Other fellows include Ingrid Lehmann, former director of the United Nations Information Service in Vienna and current professor at the University of Salzburg in Austria; Rebecca MacKinnon, CNN’s Tokyo bureau chief and correspondent; Seth Mnookin ’94, a former Newsweek writer; and Barbie Zelizer, the Raymond Williams professor of communication at the University of Pennsylvania’s Annenberg School for Communication.
Mnookin, a former Crimson editor and current resident affiliate of Quincy House, will spend the semester finishing his book on the tenure of former New York Times Executive Editor Howell Raines.
Zelizer will similarly use her time at the Shorenstein Center to draft a book on photojournalism in the United States.
“[Photos] are the ways in which crises in the news get visually reduced to people facing impending death,” she said.
She cited photos from wars in Afghanistan, Iraq and Liberia as examples of the power of images.

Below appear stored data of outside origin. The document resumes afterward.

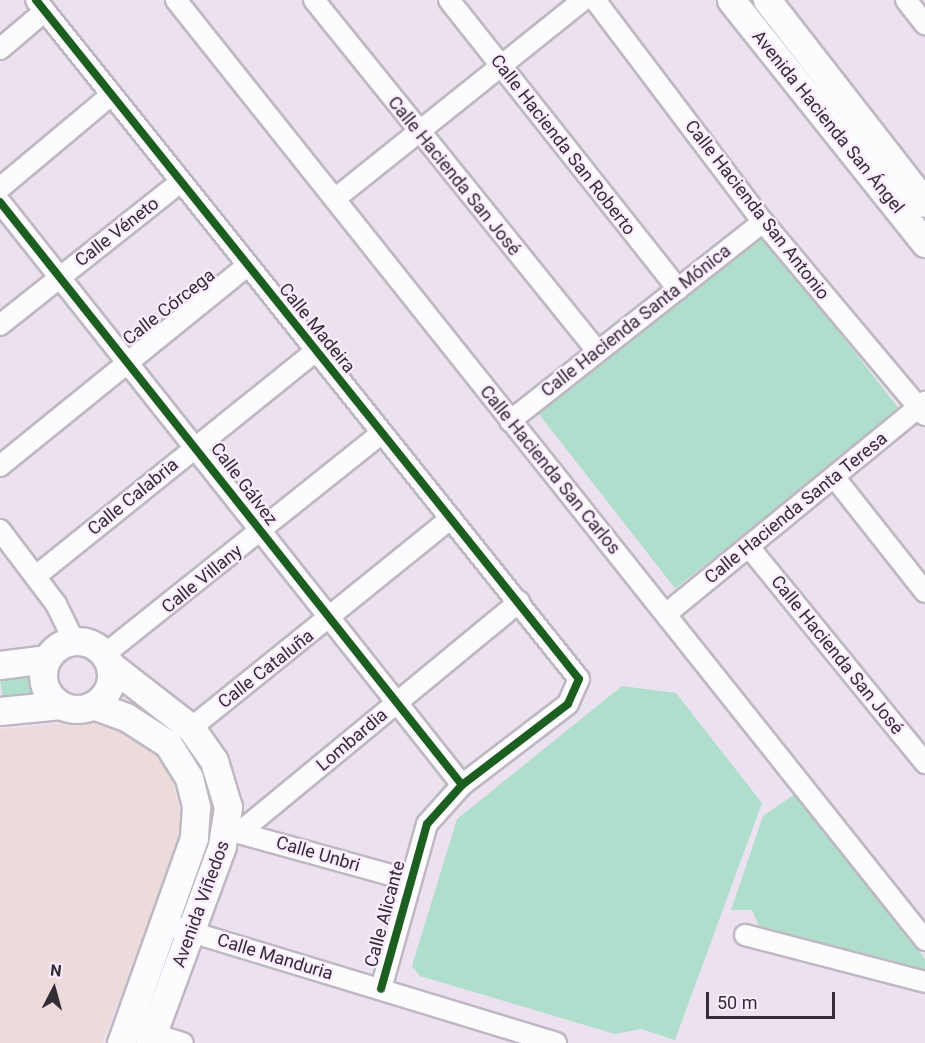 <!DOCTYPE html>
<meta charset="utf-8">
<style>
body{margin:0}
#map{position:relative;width:925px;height:1043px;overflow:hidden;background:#ece2ef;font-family:Roboto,sans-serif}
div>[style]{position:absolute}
.education>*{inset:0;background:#ecdbda}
.green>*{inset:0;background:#afdecd;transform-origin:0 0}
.roads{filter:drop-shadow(2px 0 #bfb8c2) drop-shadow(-2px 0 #bfb8c2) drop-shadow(0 2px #bfb8c2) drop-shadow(0 -2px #bfb8c2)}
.street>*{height:20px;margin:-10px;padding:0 10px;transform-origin:10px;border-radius:10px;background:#fcfbfd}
.secondary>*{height:27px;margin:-13.5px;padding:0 13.5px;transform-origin:13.5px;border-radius:13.5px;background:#fcfbfd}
.secondary>.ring{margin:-13.5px;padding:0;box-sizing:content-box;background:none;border:27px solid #fcfbfd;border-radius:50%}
.cycleway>*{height:8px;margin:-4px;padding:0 4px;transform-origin:4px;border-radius:4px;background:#1b5e20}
span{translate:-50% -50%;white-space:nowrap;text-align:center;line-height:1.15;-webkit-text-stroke:4.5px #faecfe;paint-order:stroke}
.street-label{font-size:18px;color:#342d36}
.north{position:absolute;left:24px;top:959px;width:60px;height:60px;-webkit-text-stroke:4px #faecfe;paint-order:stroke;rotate:6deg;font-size:16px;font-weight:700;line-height:24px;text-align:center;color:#342d36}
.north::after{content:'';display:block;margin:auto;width:21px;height:27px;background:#342d36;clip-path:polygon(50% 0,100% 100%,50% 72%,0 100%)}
.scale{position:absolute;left:706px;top:992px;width:129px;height:27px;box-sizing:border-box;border:3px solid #342d36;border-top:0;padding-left:8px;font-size:18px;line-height:21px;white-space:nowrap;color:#342d36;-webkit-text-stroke:4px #faecfe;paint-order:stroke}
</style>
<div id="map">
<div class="education">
<div style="clip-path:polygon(97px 721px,141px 739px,171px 774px,182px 820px,169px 870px,102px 1043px,0 1043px,0 729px)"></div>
</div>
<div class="green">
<div style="left:764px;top:236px;width:223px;height:287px;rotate:52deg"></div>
<div style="left:30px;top:677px;width:24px;height:30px;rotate:83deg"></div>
<div style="clip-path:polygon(622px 686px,676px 693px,762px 803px,675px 1040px,641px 1029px,615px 1034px,420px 976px,412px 966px,457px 819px)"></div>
<div style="clip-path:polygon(795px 794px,925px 959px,925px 973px,759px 926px,752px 910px,731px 910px,763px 816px)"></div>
</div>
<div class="roads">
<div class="street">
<div style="left:36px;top:0;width:869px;rotate:51.35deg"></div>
<div style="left:579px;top:679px;width:27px;rotate:114deg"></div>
<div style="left:568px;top:704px;width:133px;rotate:142.6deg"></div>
<div style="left:462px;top:785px;width:52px;rotate:131.9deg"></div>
<div style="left:427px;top:824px;width:171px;rotate:105.6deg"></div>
<div style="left:176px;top:0;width:1202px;rotate:51.45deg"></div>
<div style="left:314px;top:0;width:449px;rotate:51.1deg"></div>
<div style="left:449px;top:0;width:369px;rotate:51.6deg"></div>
<div style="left:595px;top:0;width:278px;rotate:52.9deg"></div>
<div style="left:763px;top:222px;width:252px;rotate:50deg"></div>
<div style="left:906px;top:0;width:31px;rotate:52deg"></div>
<div style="left:0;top:49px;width:59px;rotate:-40.2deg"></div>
<div style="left:0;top:188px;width:142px;rotate:-39.9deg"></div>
<div style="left:336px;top:198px;width:317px;rotate:-38.7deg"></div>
<div style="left:0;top:202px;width:744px;rotate:51.6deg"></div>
<div style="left:0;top:325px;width:228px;rotate:-38.4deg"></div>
<div style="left:510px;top:421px;width:322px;rotate:-38.2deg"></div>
<div style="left:0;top:466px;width:318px;rotate:-39deg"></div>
<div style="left:835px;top:478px;width:145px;rotate:51.7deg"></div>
<div style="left:0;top:530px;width:93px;rotate:52.9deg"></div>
<div style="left:56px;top:604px;width:41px;rotate:64.1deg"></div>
<div style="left:749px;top:547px;width:279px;rotate:50.8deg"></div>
<div style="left:36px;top:576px;width:359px;rotate:-38.8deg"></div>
<div style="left:666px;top:614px;width:335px;rotate:-39.3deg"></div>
<div style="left:105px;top:654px;width:354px;rotate:-38.6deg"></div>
<div style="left:191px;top:728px;width:334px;rotate:-38.9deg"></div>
<div style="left:232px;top:831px;width:184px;rotate:15.5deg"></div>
<div style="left:240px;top:832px;width:362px;rotate:-39.5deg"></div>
<div style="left:178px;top:928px;width:395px;rotate:16.9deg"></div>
<div style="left:745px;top:935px;width:186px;rotate:14.6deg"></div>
<div style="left:153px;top:1034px;width:31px;rotate:17deg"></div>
</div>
<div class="secondary">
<div style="left:731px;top:0;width:311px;rotate:51.4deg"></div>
<div style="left:767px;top:0;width:257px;rotate:52.1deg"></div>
<div class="ring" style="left:43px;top:641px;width:41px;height:41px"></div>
<div style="left:0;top:665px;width:46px;rotate:-7.4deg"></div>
<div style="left:110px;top:665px;width:103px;rotate:37.9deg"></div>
<div style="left:191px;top:728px;width:40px;rotate:55.1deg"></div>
<div style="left:214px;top:761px;width:48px;rotate:73.1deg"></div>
<div style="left:228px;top:807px;width:39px;rotate:99deg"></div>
<div style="left:222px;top:846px;width:210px;rotate:110.3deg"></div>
<div style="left:93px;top:705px;width:35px;rotate:20deg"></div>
<div style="left:126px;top:717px;width:50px;rotate:32.7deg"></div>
<div style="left:168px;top:744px;width:40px;rotate:58deg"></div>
<div style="left:189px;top:778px;width:30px;rotate:76deg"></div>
<div style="left:196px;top:807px;width:31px;rotate:94deg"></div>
<div style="left:194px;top:838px;width:218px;rotate:109.6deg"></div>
<div style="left:0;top:711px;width:61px;rotate:-5.6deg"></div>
</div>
</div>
<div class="cycleway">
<div style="left:36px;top:0;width:869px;rotate:51.35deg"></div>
<div style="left:579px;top:679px;width:27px;rotate:114deg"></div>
<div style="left:568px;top:704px;width:133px;rotate:142.6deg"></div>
<div style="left:462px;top:785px;width:52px;rotate:131.9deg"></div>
<div style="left:427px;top:824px;width:171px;rotate:105.6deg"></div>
<div style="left:0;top:202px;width:744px;rotate:51.6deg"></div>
</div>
<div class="street-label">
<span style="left:828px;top:122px;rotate:51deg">Avenida Hacienda San Ángel</span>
<span style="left:563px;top:145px;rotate:52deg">Calle Hacienda San Roberto</span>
<span style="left:454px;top:176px;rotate:51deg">Calle Hacienda San José</span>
<span style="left:757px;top:210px;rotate:52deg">Calle Hacienda San Antonio</span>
<span style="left:117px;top:232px;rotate:-38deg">Calle Véneto</span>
<span style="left:169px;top:307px;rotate:-38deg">Calle Córcega</span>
<span style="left:636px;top:321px;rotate:-38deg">Calle Hacienda Santa Mónica</span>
<span style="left:317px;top:328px;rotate:51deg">Calle Madeira</span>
<span style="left:550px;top:470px;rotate:51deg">Calle Hacienda San Carlos</span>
<span style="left:244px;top:484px;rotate:53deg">Calle Gálvez</span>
<span style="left:133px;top:497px;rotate:-39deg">Calle Calabria</span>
<span style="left:796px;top:508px;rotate:-39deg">Calle Hacienda Santa Teresa</span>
<span style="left:202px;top:579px;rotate:-39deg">Calle Villany</span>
<span style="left:837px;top:655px;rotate:51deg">Calle Hacienda San José</span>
<span style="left:266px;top:669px;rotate:-38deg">Calle Cataluña</span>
<span style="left:352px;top:740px;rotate:-40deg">Lombardia</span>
<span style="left:318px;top:854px;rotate:16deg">Calle Unbri</span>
<span style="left:201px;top:904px;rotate:-70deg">Avenida Viñedos</span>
<span style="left:385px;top:914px;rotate:-75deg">Calle Alicante</span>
<span style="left:275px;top:957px;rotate:17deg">Calle Manduria</span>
</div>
<div class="north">N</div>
<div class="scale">50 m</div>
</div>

According to Jones, Shorenstein fellows are expected to interact with both Harvard students and faculty throughout their fellowships.
“The Shorenstein fellows, as far as we’re concerned, are available to the students of Harvard,” he said. “Students should feel free to contact them, if they are interested in what the fellows are researching. The fellows are very open to those kinds of contacts.”
Zelizer said that she is looking forward to such collaboration.
“Usually scholars and journalists don’t talk much with each other,” she said. “But the Shorenstein Center is absolutely, strategically trying to break down that barrier.”